Provided records.
BEGIN

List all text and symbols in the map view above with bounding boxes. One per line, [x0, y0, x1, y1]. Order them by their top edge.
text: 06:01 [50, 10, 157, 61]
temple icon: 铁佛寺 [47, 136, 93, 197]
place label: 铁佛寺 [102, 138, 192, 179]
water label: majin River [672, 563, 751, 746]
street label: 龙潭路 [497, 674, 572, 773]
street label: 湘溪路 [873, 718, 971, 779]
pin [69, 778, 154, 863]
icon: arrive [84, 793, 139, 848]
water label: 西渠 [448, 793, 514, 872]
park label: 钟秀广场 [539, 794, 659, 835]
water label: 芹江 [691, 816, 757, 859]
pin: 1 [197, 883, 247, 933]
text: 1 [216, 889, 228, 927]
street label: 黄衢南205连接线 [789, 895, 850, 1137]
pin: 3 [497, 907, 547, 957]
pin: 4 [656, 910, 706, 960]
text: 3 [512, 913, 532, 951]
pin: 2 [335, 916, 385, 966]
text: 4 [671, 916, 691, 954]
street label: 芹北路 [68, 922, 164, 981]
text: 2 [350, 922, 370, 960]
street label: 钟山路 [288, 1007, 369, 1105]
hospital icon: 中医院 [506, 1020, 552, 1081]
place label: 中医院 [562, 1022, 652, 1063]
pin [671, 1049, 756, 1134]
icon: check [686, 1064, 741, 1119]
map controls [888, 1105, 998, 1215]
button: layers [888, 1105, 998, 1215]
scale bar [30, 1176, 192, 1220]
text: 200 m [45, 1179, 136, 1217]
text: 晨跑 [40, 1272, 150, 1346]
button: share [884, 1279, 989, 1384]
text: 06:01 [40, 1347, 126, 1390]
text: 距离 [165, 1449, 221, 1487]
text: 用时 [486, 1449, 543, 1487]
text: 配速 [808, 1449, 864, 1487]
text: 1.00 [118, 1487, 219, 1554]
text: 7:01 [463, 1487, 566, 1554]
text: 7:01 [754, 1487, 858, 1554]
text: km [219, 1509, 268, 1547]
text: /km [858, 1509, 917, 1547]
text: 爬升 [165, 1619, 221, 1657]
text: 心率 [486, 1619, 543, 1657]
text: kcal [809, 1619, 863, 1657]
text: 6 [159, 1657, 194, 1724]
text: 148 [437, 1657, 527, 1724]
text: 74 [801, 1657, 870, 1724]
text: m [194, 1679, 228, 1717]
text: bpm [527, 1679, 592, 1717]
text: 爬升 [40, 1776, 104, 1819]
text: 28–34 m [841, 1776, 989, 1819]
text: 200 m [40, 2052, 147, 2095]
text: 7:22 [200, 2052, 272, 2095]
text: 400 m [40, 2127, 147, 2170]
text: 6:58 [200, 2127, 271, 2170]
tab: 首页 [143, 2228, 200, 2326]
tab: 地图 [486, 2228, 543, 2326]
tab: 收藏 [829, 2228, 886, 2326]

END

Your goal. In full and without alteration, return every line above.

Finished task.
List all text and symbols in the map view above with bounding boxes. One per line, [x0, y0, x1, y1]. Order them by their top edge.
text: 06:01 [50, 10, 157, 61]
temple icon: 铁佛寺 [47, 136, 93, 197]
place label: 铁佛寺 [102, 138, 192, 179]
water label: majin River [672, 563, 751, 746]
street label: 龙潭路 [497, 674, 572, 773]
street label: 湘溪路 [873, 718, 971, 779]
pin [69, 778, 154, 863]
icon: arrive [84, 793, 139, 848]
water label: 西渠 [448, 793, 514, 872]
park label: 钟秀广场 [539, 794, 659, 835]
water label: 芹江 [691, 816, 757, 859]
pin: 1 [197, 883, 247, 933]
text: 1 [216, 889, 228, 927]
street label: 黄衢南205连接线 [789, 895, 850, 1137]
pin: 3 [497, 907, 547, 957]
pin: 4 [656, 910, 706, 960]
text: 3 [512, 913, 532, 951]
pin: 2 [335, 916, 385, 966]
text: 4 [671, 916, 691, 954]
street label: 芹北路 [68, 922, 164, 981]
text: 2 [350, 922, 370, 960]
street label: 钟山路 [288, 1007, 369, 1105]
hospital icon: 中医院 [506, 1020, 552, 1081]
place label: 中医院 [562, 1022, 652, 1063]
pin [671, 1049, 756, 1134]
icon: check [686, 1064, 741, 1119]
map controls [888, 1105, 998, 1215]
button: layers [888, 1105, 998, 1215]
scale bar [30, 1176, 192, 1220]
text: 200 m [45, 1179, 136, 1217]
text: 晨跑 [40, 1272, 150, 1346]
button: share [884, 1279, 989, 1384]
text: 06:01 [40, 1347, 126, 1390]
text: 距离 [165, 1449, 221, 1487]
text: 用时 [486, 1449, 543, 1487]
text: 配速 [808, 1449, 864, 1487]
text: 1.00 [118, 1487, 219, 1554]
text: 7:01 [463, 1487, 566, 1554]
text: 7:01 [754, 1487, 858, 1554]
text: km [219, 1509, 268, 1547]
text: /km [858, 1509, 917, 1547]
text: 爬升 [165, 1619, 221, 1657]
text: 心率 [486, 1619, 543, 1657]
text: kcal [809, 1619, 863, 1657]
text: 6 [159, 1657, 194, 1724]
text: 148 [437, 1657, 527, 1724]
text: 74 [801, 1657, 870, 1724]
text: m [194, 1679, 228, 1717]
text: bpm [527, 1679, 592, 1717]
text: 爬升 [40, 1776, 104, 1819]
text: 28–34 m [841, 1776, 989, 1819]
text: 200 m [40, 2052, 147, 2095]
text: 7:22 [200, 2052, 272, 2095]
text: 400 m [40, 2127, 147, 2170]
text: 6:58 [200, 2127, 271, 2170]
tab: 首页 [143, 2228, 200, 2326]
tab: 地图 [486, 2228, 543, 2326]
tab: 收藏 [829, 2228, 886, 2326]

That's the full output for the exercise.